Die neue Version von “Mein Kampf“ erweist sich als Mogelpackung, denn der Originaltext wurde geschwärzt

Hamburg. Hitlers 1925/27 erstmals veröffentlichtes Buch "Mein Kampf" erweist sich einmal mehr als unlesbar. Im aktuellen Fall jedoch nicht aufgrund des schwer verdaulichen Stils, in dem der spätere Diktator seine monströsen Gedanken verfasst hat, sondern weil der Text in einer Edition, die seit gestern an Deutschlands Kiosken unter dem gleich doppelt zutreffenden Titel "Das unlesbare Buch" zu haben ist, mit einer Art Nebel überzogen worden ist.

So sorgt die nationalsozialistische Programmschrift, die während des Dritten Reichs jedes Ehepaar vom Standesbeamten überreicht bekam, mal wieder für Aufregung. Schuld daran ist kein deutscher Neonazi, sondern ein britischer Verleger, vor allem aber das kaum mehr nachvollziehbare Vorgehen eines Münchner Ministeriums. "Geschichte erlesen", heißt das Motto, unter dem der britische Verleger Peter McGee seit 2009 den Nachdruck von Zeitungen aus der NS-Zeit auf den Markt bringt.

Seine Edition "Zeitungszeugen", die neben den Faksimiles stets einordnende Kommentare namhafter Zeitgeschichtler mitliefert, sorgte eigentlich nur einmal für Furore - bei ihrem Start 2009. Damals hatte das Bayerische Finanzministerium, das über die urheberrechtlichen Nutzungsrechte an NS-Zeitungen verfügt, die Edition beschlagnahmen lassen, war aber im Rechtsstreit unterlegen.

Inzwischen gehörten die "Zeitungszeugen" zum üblichen Angebot in Kiosken und im Bahnhofsbuchhandel. Das änderte sich, nachdem Peter McGee jüngst ankündigte, Auszüge aus dem Hitler-Buch zu veröffentlichen - in bewährter Weise von Historikern wie dem Dortmunder Zeitgeschichtler Horst Pöttker erklärt und kommentiert. Nachdem das Bayerische Finanzministerium, das merkwürdigerweise auch als Rechtsnachfolger des braunen Eher-Verlags über die Urheberrechte verfügt, einen Antrag auf einstweiligen Rechtsschutz stellte, lief McGee Gefahr, dass die aktuelle Ausgabe seiner "Zeitungszeugen" beschlagnahmt werden würde.
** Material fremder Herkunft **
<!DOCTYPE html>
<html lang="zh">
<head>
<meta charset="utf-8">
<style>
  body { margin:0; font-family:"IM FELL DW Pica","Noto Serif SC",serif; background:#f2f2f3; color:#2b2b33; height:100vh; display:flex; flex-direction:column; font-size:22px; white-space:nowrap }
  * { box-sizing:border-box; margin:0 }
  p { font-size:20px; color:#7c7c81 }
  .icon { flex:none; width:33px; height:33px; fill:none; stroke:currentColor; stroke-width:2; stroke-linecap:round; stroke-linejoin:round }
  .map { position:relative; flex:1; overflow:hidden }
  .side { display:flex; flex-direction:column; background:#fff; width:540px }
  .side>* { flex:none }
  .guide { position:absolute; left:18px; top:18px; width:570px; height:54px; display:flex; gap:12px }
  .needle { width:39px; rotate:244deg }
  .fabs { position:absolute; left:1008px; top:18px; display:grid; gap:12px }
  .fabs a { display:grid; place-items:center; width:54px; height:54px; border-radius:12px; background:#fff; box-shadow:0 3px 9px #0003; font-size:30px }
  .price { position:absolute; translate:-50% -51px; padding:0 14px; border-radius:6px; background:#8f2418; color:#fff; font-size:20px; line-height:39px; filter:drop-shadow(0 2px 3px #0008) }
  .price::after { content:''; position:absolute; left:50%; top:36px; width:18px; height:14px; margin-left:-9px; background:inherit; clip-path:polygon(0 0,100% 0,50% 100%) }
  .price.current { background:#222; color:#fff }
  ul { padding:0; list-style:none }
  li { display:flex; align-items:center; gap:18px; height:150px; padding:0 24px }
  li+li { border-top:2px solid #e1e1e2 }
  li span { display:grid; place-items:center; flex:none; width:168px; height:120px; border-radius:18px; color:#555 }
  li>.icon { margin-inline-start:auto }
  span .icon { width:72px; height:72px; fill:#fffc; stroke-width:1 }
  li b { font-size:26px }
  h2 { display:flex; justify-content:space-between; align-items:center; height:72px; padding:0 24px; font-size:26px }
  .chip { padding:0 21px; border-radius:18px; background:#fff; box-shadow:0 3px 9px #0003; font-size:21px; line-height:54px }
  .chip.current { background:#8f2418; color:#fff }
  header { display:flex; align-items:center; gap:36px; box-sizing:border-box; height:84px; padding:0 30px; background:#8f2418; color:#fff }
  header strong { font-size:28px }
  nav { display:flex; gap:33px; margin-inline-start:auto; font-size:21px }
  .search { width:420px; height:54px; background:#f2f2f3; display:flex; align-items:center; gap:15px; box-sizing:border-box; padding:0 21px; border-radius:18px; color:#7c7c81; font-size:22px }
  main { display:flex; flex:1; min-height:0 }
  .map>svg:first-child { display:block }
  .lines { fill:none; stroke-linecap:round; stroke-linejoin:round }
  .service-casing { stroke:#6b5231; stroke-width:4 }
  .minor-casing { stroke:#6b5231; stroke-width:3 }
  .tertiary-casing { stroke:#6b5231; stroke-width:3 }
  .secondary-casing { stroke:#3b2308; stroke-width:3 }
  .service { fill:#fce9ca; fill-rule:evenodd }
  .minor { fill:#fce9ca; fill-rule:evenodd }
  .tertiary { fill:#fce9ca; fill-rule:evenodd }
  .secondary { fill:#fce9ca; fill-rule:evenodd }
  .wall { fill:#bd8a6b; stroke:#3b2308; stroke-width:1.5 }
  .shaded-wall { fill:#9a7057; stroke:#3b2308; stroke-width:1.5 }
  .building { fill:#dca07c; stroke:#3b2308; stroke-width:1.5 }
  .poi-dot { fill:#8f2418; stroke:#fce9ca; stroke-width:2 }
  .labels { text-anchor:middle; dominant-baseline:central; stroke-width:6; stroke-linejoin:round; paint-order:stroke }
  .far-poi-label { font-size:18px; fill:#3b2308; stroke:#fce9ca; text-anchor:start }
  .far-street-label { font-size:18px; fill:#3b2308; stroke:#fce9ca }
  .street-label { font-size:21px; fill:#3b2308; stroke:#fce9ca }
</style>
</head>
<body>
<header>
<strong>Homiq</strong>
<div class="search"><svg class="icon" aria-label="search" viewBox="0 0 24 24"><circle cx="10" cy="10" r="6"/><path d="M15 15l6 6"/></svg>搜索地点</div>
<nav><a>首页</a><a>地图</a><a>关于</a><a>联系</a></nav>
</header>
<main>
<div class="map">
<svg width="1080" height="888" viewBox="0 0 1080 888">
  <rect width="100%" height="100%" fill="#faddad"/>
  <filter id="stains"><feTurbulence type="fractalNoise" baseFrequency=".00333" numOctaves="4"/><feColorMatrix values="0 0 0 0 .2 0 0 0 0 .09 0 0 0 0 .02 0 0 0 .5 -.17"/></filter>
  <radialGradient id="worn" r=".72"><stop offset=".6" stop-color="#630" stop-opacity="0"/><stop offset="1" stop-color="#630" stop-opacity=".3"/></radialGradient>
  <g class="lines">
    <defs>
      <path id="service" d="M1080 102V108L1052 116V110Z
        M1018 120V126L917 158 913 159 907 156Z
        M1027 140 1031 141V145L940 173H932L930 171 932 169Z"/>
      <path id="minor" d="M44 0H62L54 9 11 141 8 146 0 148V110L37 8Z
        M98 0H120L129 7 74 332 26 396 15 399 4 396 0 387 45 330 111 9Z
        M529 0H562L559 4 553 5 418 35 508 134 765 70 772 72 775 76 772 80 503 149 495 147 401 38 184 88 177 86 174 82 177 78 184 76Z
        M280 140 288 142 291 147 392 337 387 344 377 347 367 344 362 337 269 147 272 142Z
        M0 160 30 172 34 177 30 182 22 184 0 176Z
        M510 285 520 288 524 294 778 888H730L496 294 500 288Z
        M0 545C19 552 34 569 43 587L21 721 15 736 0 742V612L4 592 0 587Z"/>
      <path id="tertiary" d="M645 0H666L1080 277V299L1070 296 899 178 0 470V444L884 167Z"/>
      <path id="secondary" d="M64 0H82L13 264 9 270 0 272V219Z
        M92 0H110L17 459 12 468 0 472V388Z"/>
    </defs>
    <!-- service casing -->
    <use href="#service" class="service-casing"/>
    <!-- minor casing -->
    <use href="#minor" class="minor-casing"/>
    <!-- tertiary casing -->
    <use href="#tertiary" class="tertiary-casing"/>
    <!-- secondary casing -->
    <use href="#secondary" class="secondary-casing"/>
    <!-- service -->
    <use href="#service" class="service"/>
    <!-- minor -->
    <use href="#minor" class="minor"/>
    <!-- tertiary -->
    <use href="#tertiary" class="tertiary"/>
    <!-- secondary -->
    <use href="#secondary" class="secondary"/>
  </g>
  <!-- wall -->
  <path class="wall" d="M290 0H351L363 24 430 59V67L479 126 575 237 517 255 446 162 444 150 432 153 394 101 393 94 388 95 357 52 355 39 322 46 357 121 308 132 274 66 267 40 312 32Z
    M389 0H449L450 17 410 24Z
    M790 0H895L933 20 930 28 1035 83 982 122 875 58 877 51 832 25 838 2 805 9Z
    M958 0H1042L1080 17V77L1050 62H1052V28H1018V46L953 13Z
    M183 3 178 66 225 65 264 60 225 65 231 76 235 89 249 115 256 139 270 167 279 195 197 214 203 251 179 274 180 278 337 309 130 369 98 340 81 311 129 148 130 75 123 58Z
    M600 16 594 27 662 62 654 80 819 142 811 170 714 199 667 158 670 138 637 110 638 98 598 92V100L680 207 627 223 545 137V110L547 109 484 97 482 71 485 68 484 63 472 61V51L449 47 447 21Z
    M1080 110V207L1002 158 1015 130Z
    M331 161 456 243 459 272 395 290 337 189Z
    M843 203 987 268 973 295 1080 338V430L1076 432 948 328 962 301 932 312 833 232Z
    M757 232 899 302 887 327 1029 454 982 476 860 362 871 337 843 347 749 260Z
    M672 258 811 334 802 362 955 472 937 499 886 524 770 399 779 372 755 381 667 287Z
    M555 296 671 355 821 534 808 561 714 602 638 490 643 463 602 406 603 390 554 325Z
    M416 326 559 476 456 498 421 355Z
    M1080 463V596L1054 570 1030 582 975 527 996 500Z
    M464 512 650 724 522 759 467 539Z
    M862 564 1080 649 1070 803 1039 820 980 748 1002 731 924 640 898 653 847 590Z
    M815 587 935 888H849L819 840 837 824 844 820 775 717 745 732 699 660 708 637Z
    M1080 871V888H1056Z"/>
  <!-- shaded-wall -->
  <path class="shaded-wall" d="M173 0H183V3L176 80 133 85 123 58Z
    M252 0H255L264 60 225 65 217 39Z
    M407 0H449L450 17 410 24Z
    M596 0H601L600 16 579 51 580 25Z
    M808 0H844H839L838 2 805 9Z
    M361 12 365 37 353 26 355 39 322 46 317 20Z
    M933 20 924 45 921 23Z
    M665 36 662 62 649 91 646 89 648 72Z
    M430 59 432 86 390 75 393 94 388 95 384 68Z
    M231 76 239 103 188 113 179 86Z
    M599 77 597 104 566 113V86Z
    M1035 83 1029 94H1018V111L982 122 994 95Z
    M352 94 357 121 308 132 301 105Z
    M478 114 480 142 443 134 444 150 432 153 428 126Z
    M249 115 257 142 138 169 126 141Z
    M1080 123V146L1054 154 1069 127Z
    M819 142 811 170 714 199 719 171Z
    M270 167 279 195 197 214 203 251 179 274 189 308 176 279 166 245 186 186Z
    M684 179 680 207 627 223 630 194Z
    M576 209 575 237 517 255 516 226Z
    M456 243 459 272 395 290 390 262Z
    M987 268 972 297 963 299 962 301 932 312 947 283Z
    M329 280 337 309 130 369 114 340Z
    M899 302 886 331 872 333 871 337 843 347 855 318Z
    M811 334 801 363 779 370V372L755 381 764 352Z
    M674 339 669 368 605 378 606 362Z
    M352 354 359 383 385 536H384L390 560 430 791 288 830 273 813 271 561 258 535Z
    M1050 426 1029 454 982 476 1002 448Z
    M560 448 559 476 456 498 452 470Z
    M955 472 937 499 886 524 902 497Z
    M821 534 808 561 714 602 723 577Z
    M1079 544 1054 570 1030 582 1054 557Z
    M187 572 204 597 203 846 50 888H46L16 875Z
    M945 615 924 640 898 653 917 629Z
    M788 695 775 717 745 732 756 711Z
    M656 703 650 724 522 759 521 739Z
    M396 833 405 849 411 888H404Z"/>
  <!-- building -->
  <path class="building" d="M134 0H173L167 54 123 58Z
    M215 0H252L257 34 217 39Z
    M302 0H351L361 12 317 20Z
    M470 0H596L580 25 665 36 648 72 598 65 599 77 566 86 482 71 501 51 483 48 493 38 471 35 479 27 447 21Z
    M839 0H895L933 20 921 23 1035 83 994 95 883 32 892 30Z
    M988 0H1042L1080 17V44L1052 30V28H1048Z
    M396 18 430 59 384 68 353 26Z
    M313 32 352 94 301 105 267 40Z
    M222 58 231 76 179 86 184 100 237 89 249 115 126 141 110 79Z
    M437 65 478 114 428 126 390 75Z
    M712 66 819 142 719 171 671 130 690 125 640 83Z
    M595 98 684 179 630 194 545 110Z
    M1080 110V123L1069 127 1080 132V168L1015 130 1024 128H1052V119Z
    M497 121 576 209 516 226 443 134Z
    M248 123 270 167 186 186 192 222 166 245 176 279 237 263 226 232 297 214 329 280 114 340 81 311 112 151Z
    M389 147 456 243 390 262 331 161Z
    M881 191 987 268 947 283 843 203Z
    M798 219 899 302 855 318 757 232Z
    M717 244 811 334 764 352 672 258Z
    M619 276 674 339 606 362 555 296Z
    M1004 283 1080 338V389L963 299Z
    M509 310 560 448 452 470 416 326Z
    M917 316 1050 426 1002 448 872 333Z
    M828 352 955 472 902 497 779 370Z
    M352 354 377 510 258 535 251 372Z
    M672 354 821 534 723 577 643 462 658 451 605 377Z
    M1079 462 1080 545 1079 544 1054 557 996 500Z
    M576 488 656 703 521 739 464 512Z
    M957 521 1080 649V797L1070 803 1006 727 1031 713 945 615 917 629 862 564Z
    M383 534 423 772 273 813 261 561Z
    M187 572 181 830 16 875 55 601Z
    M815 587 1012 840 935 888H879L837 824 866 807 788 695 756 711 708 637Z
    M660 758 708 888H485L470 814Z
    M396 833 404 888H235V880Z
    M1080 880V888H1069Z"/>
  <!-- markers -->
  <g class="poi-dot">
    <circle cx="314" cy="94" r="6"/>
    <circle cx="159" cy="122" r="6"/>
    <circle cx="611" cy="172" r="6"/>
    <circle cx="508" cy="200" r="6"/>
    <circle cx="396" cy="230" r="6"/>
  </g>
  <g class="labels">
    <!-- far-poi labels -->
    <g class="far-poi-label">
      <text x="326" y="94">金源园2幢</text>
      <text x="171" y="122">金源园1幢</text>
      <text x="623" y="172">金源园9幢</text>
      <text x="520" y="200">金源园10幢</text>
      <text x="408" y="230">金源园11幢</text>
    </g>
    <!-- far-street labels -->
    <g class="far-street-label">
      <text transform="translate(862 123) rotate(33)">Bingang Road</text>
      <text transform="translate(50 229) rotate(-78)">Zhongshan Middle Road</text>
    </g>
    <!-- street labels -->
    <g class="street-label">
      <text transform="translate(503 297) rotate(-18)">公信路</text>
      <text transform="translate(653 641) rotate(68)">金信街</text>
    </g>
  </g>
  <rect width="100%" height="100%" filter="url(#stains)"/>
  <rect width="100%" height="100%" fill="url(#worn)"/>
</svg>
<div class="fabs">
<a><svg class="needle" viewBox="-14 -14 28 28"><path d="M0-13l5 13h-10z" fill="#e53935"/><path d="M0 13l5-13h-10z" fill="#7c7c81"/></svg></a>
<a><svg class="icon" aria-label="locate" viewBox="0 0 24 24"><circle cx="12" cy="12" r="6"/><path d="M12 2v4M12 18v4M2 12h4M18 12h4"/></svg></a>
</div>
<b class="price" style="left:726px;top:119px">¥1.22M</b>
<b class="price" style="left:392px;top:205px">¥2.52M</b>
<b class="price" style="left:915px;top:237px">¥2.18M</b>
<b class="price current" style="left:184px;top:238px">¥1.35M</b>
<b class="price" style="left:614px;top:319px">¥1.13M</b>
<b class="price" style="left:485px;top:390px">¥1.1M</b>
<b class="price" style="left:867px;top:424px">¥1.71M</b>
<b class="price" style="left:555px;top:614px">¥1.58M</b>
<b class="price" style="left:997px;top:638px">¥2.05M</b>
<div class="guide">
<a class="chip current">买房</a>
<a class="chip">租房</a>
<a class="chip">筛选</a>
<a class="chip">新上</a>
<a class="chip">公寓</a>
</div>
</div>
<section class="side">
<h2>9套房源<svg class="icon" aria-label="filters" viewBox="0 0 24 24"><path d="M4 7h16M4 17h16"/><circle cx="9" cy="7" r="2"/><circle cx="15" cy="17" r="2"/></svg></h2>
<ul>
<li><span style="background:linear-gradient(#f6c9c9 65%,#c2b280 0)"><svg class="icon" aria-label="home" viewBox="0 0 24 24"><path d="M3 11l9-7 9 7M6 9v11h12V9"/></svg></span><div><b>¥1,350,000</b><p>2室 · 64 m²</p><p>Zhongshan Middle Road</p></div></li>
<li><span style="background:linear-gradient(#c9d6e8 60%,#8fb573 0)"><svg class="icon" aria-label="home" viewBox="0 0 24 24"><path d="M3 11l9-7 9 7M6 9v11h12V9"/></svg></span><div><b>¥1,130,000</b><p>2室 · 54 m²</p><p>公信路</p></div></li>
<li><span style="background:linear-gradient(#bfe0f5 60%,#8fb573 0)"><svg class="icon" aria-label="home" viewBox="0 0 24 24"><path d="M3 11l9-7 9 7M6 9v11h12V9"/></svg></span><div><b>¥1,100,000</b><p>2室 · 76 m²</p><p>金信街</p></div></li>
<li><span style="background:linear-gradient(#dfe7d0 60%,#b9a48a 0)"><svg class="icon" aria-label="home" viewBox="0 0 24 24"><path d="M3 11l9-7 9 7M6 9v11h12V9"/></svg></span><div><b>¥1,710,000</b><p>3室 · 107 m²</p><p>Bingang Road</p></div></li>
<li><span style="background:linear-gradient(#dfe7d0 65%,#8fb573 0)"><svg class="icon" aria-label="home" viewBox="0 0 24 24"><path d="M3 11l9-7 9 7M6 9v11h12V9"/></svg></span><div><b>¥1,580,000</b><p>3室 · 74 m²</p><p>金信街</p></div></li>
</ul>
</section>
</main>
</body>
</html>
Daher entschloss sich der Verlag, "die Originalauszüge von 'Mein Kampf' vollständig unlesbar zu machen, bis alle moralischen, politischen und rechtlichen Argumente dazu ausgetauscht und diskutiert wurden".

Was seit gestern verkauft wird, erweist sich daher als klassische Mogelpackung. In dem Zellophanpäckchen mit der Anmutung eines Bastelbogens finden sich zwar wie gehabt NS-Zeitungen ("Frankfurter Zeitung" und "Der Angriff" vom 6. und 24. März 1933) sowie exegetische Texte unter anderen von dem emeritierten Wiener Ordinarius für Zeitgeschichte, Gerhard Botz.

Doch keine Zeile von Hitler. Dafür aber ein 18 Seiten dünnes Broschürchen mit dem Konterfei des "Führers" auf dem Titel samt Schriftzug "Das unlesbare Buch". An der oberen Kante steht noch: ",Mein Kampf': Originalauszüge und Expertenkommentare", während ganz unten mit roter Schrift nachträglich aufgedruckt wurde: "Achtung! Originaltext entfernt". Was bleibt, sind Kommentare ohne Bezug, denn die originalen Passagen, die sich jeweils daneben befinden, wurden unleserlich gemacht. Die Kommentare allein machen wenig Sinn. Der Verleger hätte sich sparen können, die Broschüre überhaupt beizulegen.

Wie es weitergeht, werden die Gerichte entscheiden. Aber unabhängig davon, ob McGee oder das Bayerische Finanzministerium am Ende siegen werden, ist zweierlei schon jetzt klar: Erstens wird "Mein Kampf" in seiner vollständigen, fast 800 Seiten umfassenden Ausgabe ab 2015 sowohl im Internet als auch im deutschen Buchhandel zu haben sein. Dann läuft das Copyright des Hitler-Buches ab, jeder kann es drucken und verbreiten. Und zweitens wird sich dann erweisen, dass Hitlers ebenso hasserfülltes wie verquastes Machwerk heute keine Gefahr mehr ist, sondern vor allem eines: unlesbar.